Get to Know: Lev Grossman

December 18, 2013

Lev_Grossman_credit_Sophie_GeePhoto credit: Sophie Gee

Get to know our judge a little better. In March of this year Lev participated in Reddit’s first books subreddit AMA. He spoke about his beginnings as a writer, his novels, and how success in fiction has affected him as a journalist. Check out some of the highlights below or pop on over to the full feed and really indulge yourself. It’s wonderful. You will want to hug him.

But don’t.

How his success as a novelist has affected his other work:

Success as a novelist has influenced my work as a journalist in that I do less of it. Now I can afford to take months off at a time and just work on fiction.

It has also made me more of a diva. I do more long features now, less of the incidental short pieces. Because, you know, now I’m an artist.

Also I take more risks in my journalism now, stylistically. I try things — metaphors, weird structures, personal stuff — that I wouldn’t have tried before.

On being an honest critic:

The one iron rule I have as a critic is never lie.

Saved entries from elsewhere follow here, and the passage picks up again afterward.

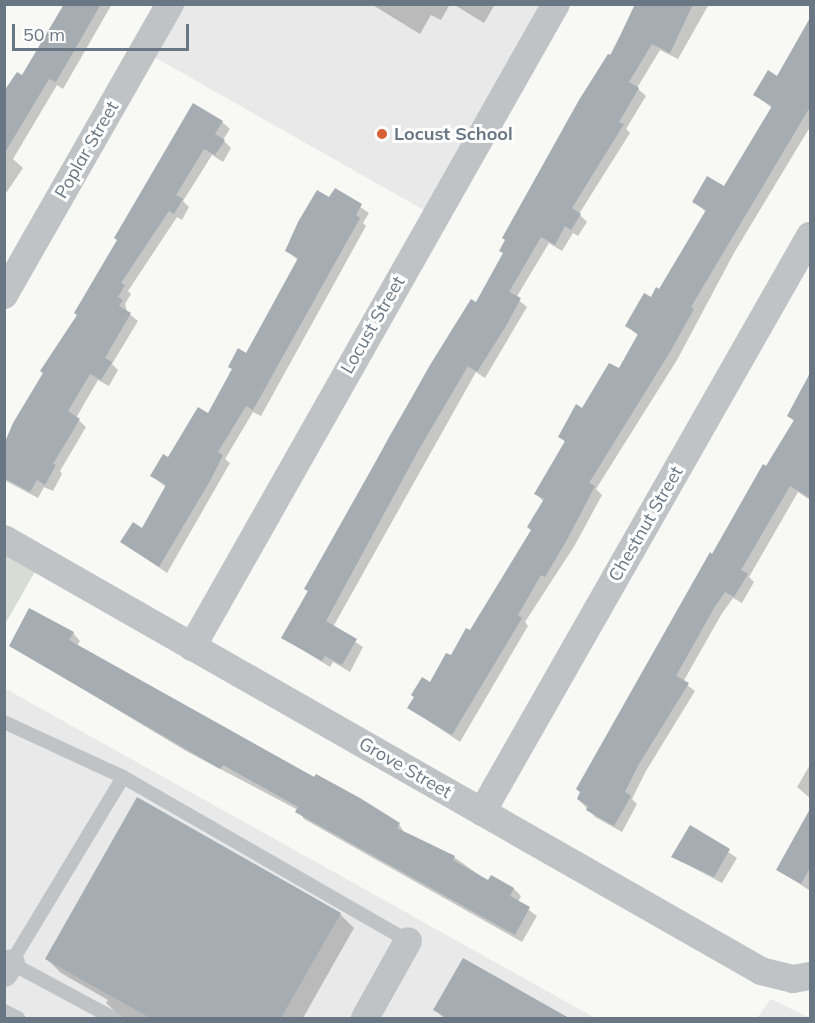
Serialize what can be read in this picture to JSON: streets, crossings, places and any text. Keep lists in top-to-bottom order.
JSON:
{
  "streets": {
    "street": [
      "Poplar Street",
      "Locust Street",
      "Chestnut Street",
      "Grove Street"
    ]
  },
  "crossings": [
    ["Locust Street", "Grove Street"],
    ["Chestnut Street", "Grove Street"]
  ],
  "places": ["Locust School"],
  "scale_bar": "50 m"
}
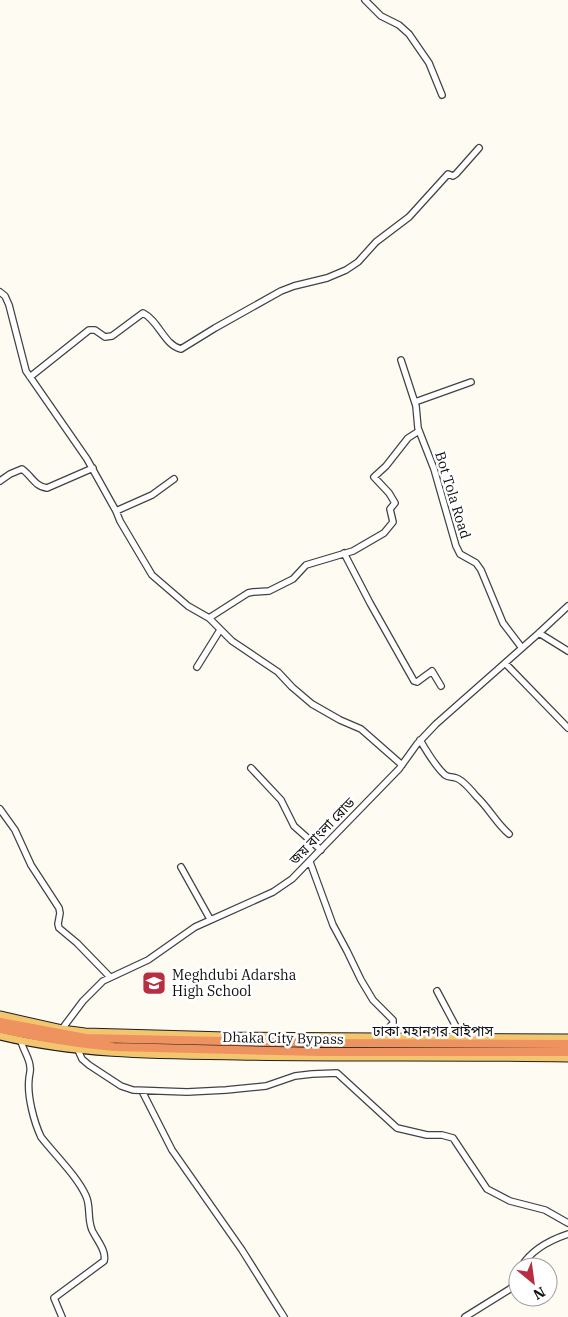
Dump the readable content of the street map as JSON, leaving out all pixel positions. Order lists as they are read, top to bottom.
{
  "streets": {
    "highway": ["ঢাকা মহানগর বাইপাস", "Dhaka City Bypass"],
    "street": ["Bot Tola Road", "জয় বাংলা রোড"]
  },
  "crossings": [
    ["Bot Tola Road", "জয় বাংলা রোড"]
  ],
  "places": {
    "school or university": ["Meghdubi Adarsha High School"]
  },
  "north": "bottom right"
}
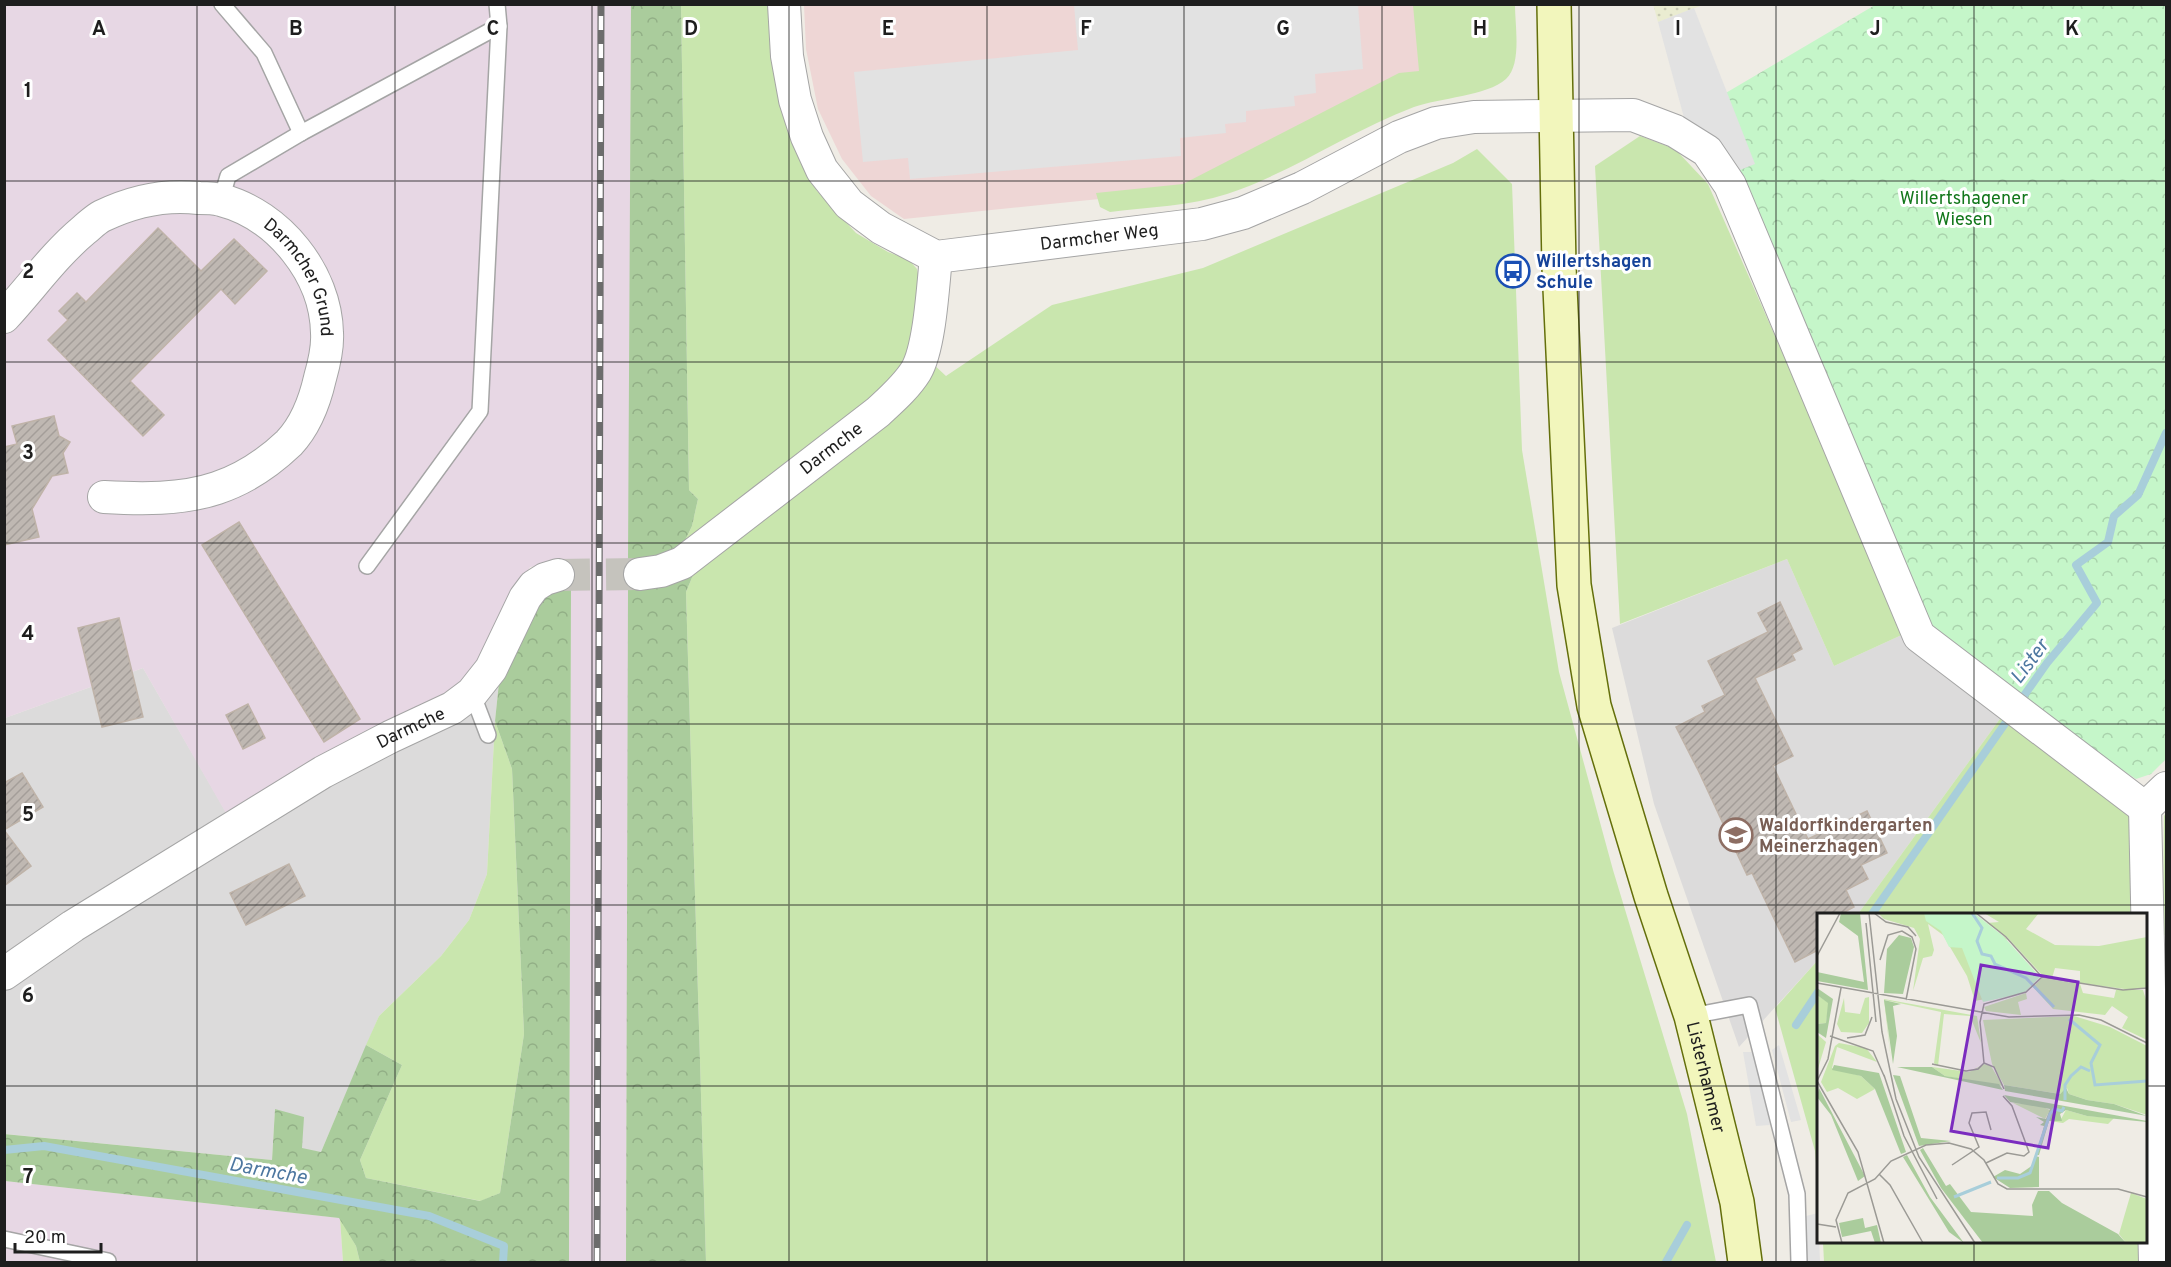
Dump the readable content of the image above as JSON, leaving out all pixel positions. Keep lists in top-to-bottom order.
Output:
{
  "streets": {
    "main road": ["Listerhammer"],
    "street": ["Darmcher Weg", "Darmcher Grund", "Darmche"]
  },
  "crossings": [
    ["Darmcher Weg", "Darmche"],
    ["Darmcher Weg", "Listerhammer"]
  ],
  "water": ["Lister", "Darmche"],
  "parks": ["Willertshagener Wiesen"],
  "places": {
    "bus stop": ["Willertshagen Schule"],
    "school or university": ["Waldorfkindergarten Meinerzhagen"]
  },
  "scale_bar": "20 m",
  "grid": {
    "columns": [
      "A",
      "B",
      "C",
      "D",
      "E",
      "F",
      "G",
      "H",
      "I",
      "J",
      "K"
    ],
    "rows": [
      "1",
      "2",
      "3",
      "4",
      "5",
      "6",
      "7"
    ]
  }
}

Never pretend to enjoy something because you think you should have — because it was fancy, or politically correct, or somebody important wrote it, or everybody else liked it, or your wife is friends with the author’s daughter, etc. And vice versa, you have to cop to loving something even if you ‘shouldn’t’ because it’s trashy or impolitic. It would have been a lot simpler for me to pan THE CASUAL VACANCY like everybody else, but the truth is I loved it.

On writing The Magicians:

When I wrote The Magicians it was as a standalone. Completely. I wrote it on spec, w/out much real confidence that it was going to get published. I didn’t even think of what might come after — somehow that would have been to jinx it. I know the ending seems cliffhanger-y in some ways, but at the time that’s really how I meant it.

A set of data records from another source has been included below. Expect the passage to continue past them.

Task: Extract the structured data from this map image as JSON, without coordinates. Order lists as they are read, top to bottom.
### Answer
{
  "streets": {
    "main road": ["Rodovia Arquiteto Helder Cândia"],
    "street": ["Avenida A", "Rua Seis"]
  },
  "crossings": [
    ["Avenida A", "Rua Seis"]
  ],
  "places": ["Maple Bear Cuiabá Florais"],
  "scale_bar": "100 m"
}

There are ways in which I kind of wrote myself into a corner in The Magicians — I would have written a few things differently if I’d been planning a sequel.

His top five must-read books:

Gah. OK, from a standing start and in no order: THE ODYSSEY, CANTERBURY TALES, MRS. DALLOWAY, PRIDE AND PREJUDICE, ULYSSES.

On creating characters:

“Usually — when things go well — I can kind of write my characters into existence. I nail down some basic facts about them, and then I start feeding them lines. After a while the character gets real enough to me that they start feeding me lines instead.

“But when all else fails, I rip off someone I know.”

And even, a comment about his hair:

But yes, hairless authors have a clear advantage over haired authors, because we spend less time drying our hair. We’re out of the shower, we’re at our computers. That’s 5 minutes saved right there.

You haven’t had enough, have you? Read it all, here. Thanks for being fabulous, Lev!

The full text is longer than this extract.